**LISTED ENTRIES:**
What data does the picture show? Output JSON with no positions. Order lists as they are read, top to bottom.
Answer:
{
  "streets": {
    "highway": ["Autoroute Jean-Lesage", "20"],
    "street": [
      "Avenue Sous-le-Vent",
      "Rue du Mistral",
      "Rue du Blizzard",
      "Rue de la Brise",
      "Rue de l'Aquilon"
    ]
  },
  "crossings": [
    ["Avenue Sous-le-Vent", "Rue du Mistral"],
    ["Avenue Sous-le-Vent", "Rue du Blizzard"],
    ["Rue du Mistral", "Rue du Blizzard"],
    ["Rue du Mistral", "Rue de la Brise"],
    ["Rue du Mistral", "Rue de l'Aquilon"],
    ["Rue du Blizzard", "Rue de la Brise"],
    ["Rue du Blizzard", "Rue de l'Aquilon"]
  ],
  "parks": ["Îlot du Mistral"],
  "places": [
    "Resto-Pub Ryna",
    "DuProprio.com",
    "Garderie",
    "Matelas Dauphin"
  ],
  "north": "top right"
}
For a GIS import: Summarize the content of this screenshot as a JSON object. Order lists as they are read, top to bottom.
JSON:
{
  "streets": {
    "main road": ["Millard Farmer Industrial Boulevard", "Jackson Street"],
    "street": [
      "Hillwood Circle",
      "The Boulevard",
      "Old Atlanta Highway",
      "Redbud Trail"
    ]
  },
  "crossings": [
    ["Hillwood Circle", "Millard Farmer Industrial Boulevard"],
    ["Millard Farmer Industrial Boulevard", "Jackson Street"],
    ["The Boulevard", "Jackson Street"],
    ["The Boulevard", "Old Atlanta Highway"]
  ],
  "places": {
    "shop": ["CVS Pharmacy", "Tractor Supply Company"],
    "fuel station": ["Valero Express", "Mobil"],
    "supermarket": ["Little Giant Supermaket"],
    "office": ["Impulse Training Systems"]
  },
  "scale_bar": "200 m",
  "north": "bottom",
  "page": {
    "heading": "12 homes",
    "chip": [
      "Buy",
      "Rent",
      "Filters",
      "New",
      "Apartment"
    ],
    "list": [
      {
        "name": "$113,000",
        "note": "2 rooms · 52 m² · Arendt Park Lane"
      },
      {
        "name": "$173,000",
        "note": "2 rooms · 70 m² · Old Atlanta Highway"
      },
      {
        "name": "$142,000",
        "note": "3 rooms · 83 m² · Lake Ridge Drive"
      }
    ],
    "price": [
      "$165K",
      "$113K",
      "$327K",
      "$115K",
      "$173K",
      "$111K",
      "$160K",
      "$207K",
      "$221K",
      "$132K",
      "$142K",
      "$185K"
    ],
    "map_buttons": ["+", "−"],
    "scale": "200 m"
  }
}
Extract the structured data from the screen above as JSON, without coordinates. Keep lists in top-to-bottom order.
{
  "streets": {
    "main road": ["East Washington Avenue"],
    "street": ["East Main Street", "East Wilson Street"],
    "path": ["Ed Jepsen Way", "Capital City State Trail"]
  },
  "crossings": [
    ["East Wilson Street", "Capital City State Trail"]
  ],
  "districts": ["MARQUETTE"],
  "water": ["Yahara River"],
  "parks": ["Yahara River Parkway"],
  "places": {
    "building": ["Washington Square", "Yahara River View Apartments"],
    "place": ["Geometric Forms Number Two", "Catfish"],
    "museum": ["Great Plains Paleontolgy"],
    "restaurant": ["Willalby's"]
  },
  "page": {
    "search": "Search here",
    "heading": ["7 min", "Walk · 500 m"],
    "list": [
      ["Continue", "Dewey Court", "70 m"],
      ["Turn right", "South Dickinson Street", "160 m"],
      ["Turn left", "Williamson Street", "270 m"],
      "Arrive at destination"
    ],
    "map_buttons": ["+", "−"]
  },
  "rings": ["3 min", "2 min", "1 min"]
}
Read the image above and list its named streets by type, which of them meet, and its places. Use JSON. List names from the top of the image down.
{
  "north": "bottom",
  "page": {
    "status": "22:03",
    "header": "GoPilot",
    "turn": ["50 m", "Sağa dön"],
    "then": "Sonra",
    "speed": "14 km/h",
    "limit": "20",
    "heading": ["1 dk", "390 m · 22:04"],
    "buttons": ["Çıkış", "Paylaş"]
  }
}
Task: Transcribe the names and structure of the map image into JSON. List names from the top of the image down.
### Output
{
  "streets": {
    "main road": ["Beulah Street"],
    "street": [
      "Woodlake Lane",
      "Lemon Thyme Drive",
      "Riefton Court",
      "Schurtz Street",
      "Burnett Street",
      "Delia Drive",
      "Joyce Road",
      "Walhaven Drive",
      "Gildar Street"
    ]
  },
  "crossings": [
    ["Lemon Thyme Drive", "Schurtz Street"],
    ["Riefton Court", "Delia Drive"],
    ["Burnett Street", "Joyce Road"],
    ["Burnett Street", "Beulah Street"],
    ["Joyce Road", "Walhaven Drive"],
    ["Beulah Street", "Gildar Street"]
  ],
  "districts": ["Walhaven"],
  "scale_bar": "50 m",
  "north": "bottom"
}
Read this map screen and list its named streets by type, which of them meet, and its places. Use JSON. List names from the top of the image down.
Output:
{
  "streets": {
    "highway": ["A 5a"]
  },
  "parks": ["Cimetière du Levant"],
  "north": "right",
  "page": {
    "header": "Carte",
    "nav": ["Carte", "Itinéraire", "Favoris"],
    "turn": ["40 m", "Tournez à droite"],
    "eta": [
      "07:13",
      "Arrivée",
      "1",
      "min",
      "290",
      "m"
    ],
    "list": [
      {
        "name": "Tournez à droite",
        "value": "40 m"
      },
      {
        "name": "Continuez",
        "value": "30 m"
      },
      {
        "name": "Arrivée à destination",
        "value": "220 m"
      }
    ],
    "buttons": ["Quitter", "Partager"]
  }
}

**YOUR INSTRUCTIONS:** Beginning with the first line and ending with the last, copy the material above exactly.

**RESULT OF THE EXERCISE:**
What data does the picture show? Output JSON with no positions. Order lists as they are read, top to bottom.
Answer:
{
  "streets": {
    "highway": ["Autoroute Jean-Lesage", "20"],
    "street": [
      "Avenue Sous-le-Vent",
      "Rue du Mistral",
      "Rue du Blizzard",
      "Rue de la Brise",
      "Rue de l'Aquilon"
    ]
  },
  "crossings": [
    ["Avenue Sous-le-Vent", "Rue du Mistral"],
    ["Avenue Sous-le-Vent", "Rue du Blizzard"],
    ["Rue du Mistral", "Rue du Blizzard"],
    ["Rue du Mistral", "Rue de la Brise"],
    ["Rue du Mistral", "Rue de l'Aquilon"],
    ["Rue du Blizzard", "Rue de la Brise"],
    ["Rue du Blizzard", "Rue de l'Aquilon"]
  ],
  "parks": ["Îlot du Mistral"],
  "places": [
    "Resto-Pub Ryna",
    "DuProprio.com",
    "Garderie",
    "Matelas Dauphin"
  ],
  "north": "top right"
}
For a GIS import: Summarize the content of this screenshot as a JSON object. Order lists as they are read, top to bottom.
JSON:
{
  "streets": {
    "main road": ["Millard Farmer Industrial Boulevard", "Jackson Street"],
    "street": [
      "Hillwood Circle",
      "The Boulevard",
      "Old Atlanta Highway",
      "Redbud Trail"
    ]
  },
  "crossings": [
    ["Hillwood Circle", "Millard Farmer Industrial Boulevard"],
    ["Millard Farmer Industrial Boulevard", "Jackson Street"],
    ["The Boulevard", "Jackson Street"],
    ["The Boulevard", "Old Atlanta Highway"]
  ],
  "places": {
    "shop": ["CVS Pharmacy", "Tractor Supply Company"],
    "fuel station": ["Valero Express", "Mobil"],
    "supermarket": ["Little Giant Supermaket"],
    "office": ["Impulse Training Systems"]
  },
  "scale_bar": "200 m",
  "north": "bottom",
  "page": {
    "heading": "12 homes",
    "chip": [
      "Buy",
      "Rent",
      "Filters",
      "New",
      "Apartment"
    ],
    "list": [
      {
        "name": "$113,000",
        "note": "2 rooms · 52 m² · Arendt Park Lane"
      },
      {
        "name": "$173,000",
        "note": "2 rooms · 70 m² · Old Atlanta Highway"
      },
      {
        "name": "$142,000",
        "note": "3 rooms · 83 m² · Lake Ridge Drive"
      }
    ],
    "price": [
      "$165K",
      "$113K",
      "$327K",
      "$115K",
      "$173K",
      "$111K",
      "$160K",
      "$207K",
      "$221K",
      "$132K",
      "$142K",
      "$185K"
    ],
    "map_buttons": ["+", "−"],
    "scale": "200 m"
  }
}
Extract the structured data from the screen above as JSON, without coordinates. Keep lists in top-to-bottom order.
{
  "streets": {
    "main road": ["East Washington Avenue"],
    "street": ["East Main Street", "East Wilson Street"],
    "path": ["Ed Jepsen Way", "Capital City State Trail"]
  },
  "crossings": [
    ["East Wilson Street", "Capital City State Trail"]
  ],
  "districts": ["MARQUETTE"],
  "water": ["Yahara River"],
  "parks": ["Yahara River Parkway"],
  "places": {
    "building": ["Washington Square", "Yahara River View Apartments"],
    "place": ["Geometric Forms Number Two", "Catfish"],
    "museum": ["Great Plains Paleontolgy"],
    "restaurant": ["Willalby's"]
  },
  "page": {
    "search": "Search here",
    "heading": ["7 min", "Walk · 500 m"],
    "list": [
      ["Continue", "Dewey Court", "70 m"],
      ["Turn right", "South Dickinson Street", "160 m"],
      ["Turn left", "Williamson Street", "270 m"],
      "Arrive at destination"
    ],
    "map_buttons": ["+", "−"]
  },
  "rings": ["3 min", "2 min", "1 min"]
}
Read the image above and list its named streets by type, which of them meet, and its places. Use JSON. List names from the top of the image down.
{
  "north": "bottom",
  "page": {
    "status": "22:03",
    "header": "GoPilot",
    "turn": ["50 m", "Sağa dön"],
    "then": "Sonra",
    "speed": "14 km/h",
    "limit": "20",
    "heading": ["1 dk", "390 m · 22:04"],
    "buttons": ["Çıkış", "Paylaş"]
  }
}
Task: Transcribe the names and structure of the map image into JSON. List names from the top of the image down.
### Output
{
  "streets": {
    "main road": ["Beulah Street"],
    "street": [
      "Woodlake Lane",
      "Lemon Thyme Drive",
      "Riefton Court",
      "Schurtz Street",
      "Burnett Street",
      "Delia Drive",
      "Joyce Road",
      "Walhaven Drive",
      "Gildar Street"
    ]
  },
  "crossings": [
    ["Lemon Thyme Drive", "Schurtz Street"],
    ["Riefton Court", "Delia Drive"],
    ["Burnett Street", "Joyce Road"],
    ["Burnett Street", "Beulah Street"],
    ["Joyce Road", "Walhaven Drive"],
    ["Beulah Street", "Gildar Street"]
  ],
  "districts": ["Walhaven"],
  "scale_bar": "50 m",
  "north": "bottom"
}
Read this map screen and list its named streets by type, which of them meet, and its places. Use JSON. List names from the top of the image down.
Output:
{
  "streets": {
    "highway": ["A 5a"]
  },
  "parks": ["Cimetière du Levant"],
  "north": "right",
  "page": {
    "header": "Carte",
    "nav": ["Carte", "Itinéraire", "Favoris"],
    "turn": ["40 m", "Tournez à droite"],
    "eta": [
      "07:13",
      "Arrivée",
      "1",
      "min",
      "290",
      "m"
    ],
    "list": [
      {
        "name": "Tournez à droite",
        "value": "40 m"
      },
      {
        "name": "Continuez",
        "value": "30 m"
      },
      {
        "name": "Arrivée à destination",
        "value": "220 m"
      }
    ],
    "buttons": ["Quitter", "Partager"]
  }
}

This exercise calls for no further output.